■ **What needs to be done**: From the listing below, pull out every line where the string "WEISSENSTEINER" appears.

■ **Given records**:
========================================
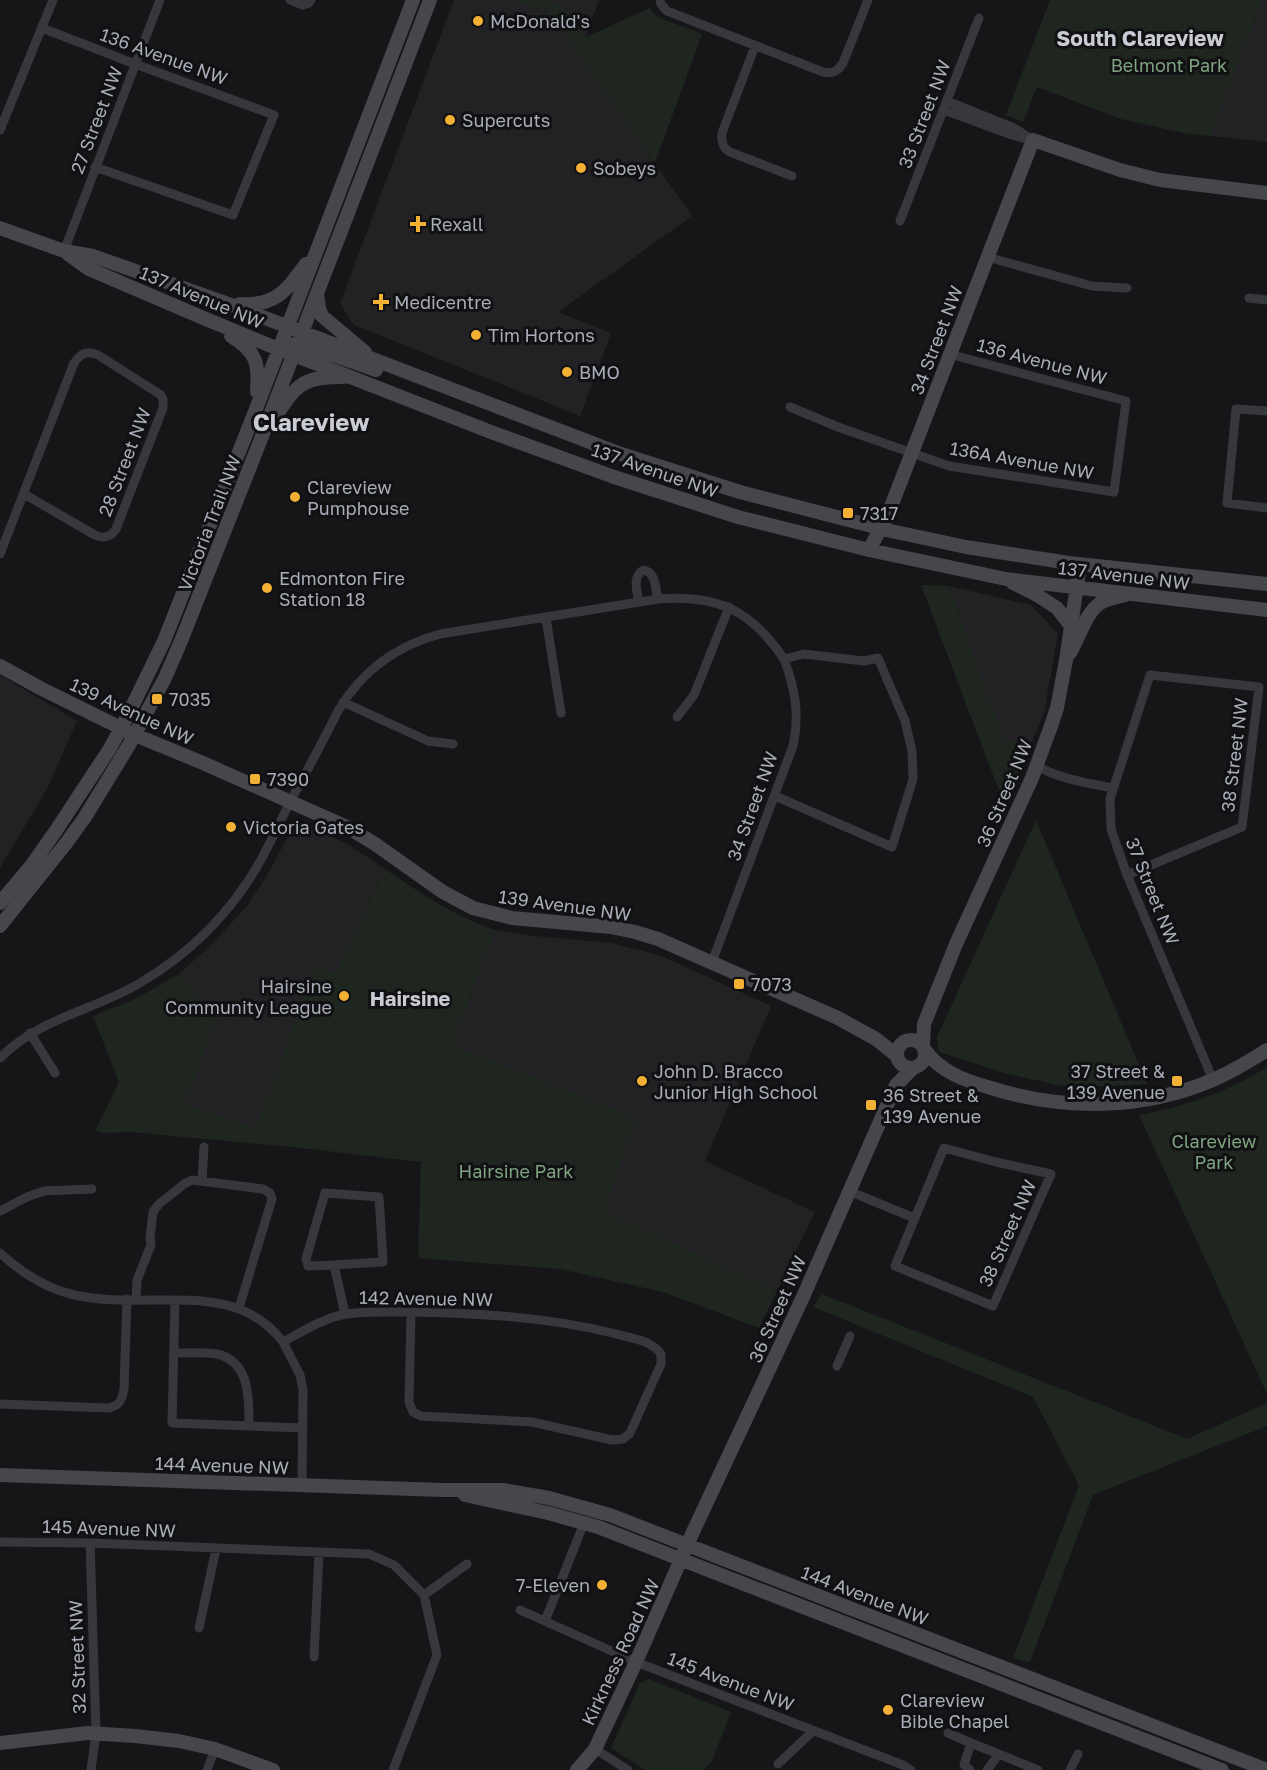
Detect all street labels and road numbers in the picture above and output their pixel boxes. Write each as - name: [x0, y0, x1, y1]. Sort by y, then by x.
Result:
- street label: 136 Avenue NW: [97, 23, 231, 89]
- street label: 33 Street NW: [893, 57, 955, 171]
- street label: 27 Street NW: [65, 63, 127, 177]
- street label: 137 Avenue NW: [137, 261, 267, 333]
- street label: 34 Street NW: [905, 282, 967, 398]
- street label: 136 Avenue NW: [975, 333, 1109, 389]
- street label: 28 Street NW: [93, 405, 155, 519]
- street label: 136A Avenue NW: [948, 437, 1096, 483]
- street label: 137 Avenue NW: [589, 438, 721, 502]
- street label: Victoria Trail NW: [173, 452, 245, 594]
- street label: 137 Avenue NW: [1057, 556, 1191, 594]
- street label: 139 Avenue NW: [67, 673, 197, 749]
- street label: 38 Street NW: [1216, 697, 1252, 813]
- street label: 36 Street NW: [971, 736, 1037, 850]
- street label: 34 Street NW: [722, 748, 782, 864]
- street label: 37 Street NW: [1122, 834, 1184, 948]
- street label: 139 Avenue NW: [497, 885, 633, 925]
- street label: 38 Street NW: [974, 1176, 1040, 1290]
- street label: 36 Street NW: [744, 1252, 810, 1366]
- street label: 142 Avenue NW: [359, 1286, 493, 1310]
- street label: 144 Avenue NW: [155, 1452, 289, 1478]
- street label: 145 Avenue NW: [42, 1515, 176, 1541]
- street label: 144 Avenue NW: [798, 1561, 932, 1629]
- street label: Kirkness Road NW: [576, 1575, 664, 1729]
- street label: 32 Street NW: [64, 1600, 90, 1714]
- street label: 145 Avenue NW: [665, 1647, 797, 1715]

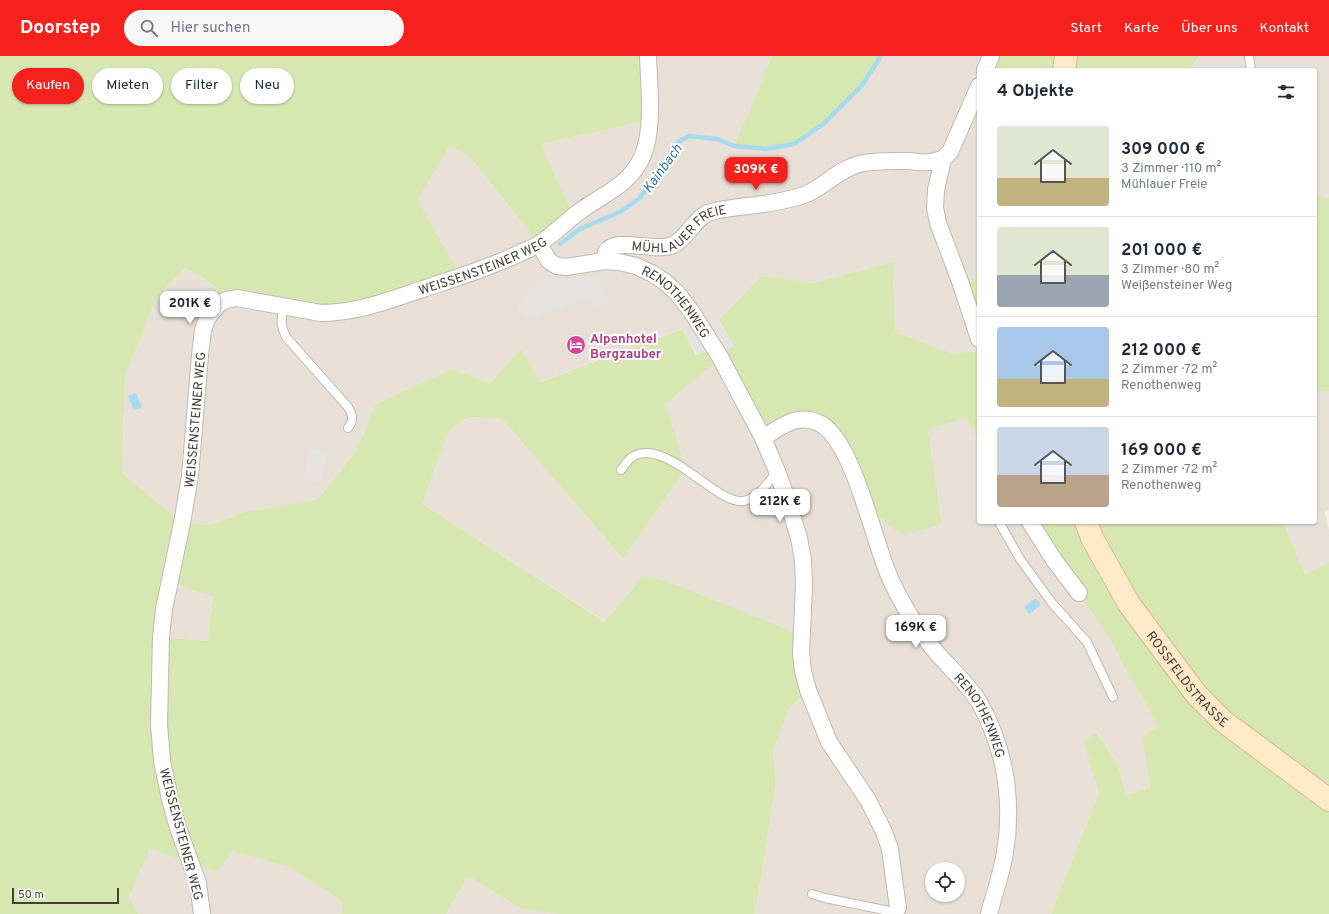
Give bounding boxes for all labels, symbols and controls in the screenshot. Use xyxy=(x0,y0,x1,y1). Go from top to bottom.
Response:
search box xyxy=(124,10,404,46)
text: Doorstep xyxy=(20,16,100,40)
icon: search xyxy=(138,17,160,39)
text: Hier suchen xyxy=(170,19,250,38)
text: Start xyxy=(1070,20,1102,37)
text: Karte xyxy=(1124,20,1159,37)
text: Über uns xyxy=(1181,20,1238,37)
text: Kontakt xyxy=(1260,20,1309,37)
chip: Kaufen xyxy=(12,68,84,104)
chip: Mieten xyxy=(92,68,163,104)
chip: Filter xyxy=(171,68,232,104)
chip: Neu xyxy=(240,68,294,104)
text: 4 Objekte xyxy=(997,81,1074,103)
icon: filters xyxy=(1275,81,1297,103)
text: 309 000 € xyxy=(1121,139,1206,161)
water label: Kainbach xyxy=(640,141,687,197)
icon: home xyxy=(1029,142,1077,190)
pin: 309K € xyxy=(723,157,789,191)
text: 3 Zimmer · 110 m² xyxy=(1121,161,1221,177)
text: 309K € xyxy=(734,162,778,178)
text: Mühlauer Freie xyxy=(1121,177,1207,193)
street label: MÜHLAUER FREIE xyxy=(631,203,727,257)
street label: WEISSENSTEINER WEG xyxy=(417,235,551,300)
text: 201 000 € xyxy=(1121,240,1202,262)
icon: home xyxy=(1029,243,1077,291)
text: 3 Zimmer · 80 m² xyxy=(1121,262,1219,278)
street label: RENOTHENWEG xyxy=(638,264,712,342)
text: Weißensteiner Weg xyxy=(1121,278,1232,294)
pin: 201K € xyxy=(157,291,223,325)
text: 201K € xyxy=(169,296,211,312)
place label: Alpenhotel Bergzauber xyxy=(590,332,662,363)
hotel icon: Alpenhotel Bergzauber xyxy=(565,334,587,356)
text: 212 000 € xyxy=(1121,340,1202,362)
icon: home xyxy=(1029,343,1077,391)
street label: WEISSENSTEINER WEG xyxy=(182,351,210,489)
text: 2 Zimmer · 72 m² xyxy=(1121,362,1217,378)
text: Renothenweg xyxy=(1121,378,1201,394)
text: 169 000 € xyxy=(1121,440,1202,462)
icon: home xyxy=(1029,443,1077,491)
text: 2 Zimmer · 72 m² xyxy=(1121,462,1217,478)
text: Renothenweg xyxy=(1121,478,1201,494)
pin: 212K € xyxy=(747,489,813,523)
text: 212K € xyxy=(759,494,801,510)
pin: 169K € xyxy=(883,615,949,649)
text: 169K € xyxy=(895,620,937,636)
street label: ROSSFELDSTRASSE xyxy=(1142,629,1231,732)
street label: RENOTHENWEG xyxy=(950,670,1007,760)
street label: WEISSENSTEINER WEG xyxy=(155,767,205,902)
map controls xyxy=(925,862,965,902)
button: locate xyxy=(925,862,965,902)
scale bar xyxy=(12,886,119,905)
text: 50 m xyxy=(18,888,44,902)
========================================
■ **Solved exercise**:
street label: WEISSENSTEINER WEG xyxy=(417,235,551,300)
street label: WEISSENSTEINER WEG xyxy=(182,351,210,489)
street label: WEISSENSTEINER WEG xyxy=(155,767,205,902)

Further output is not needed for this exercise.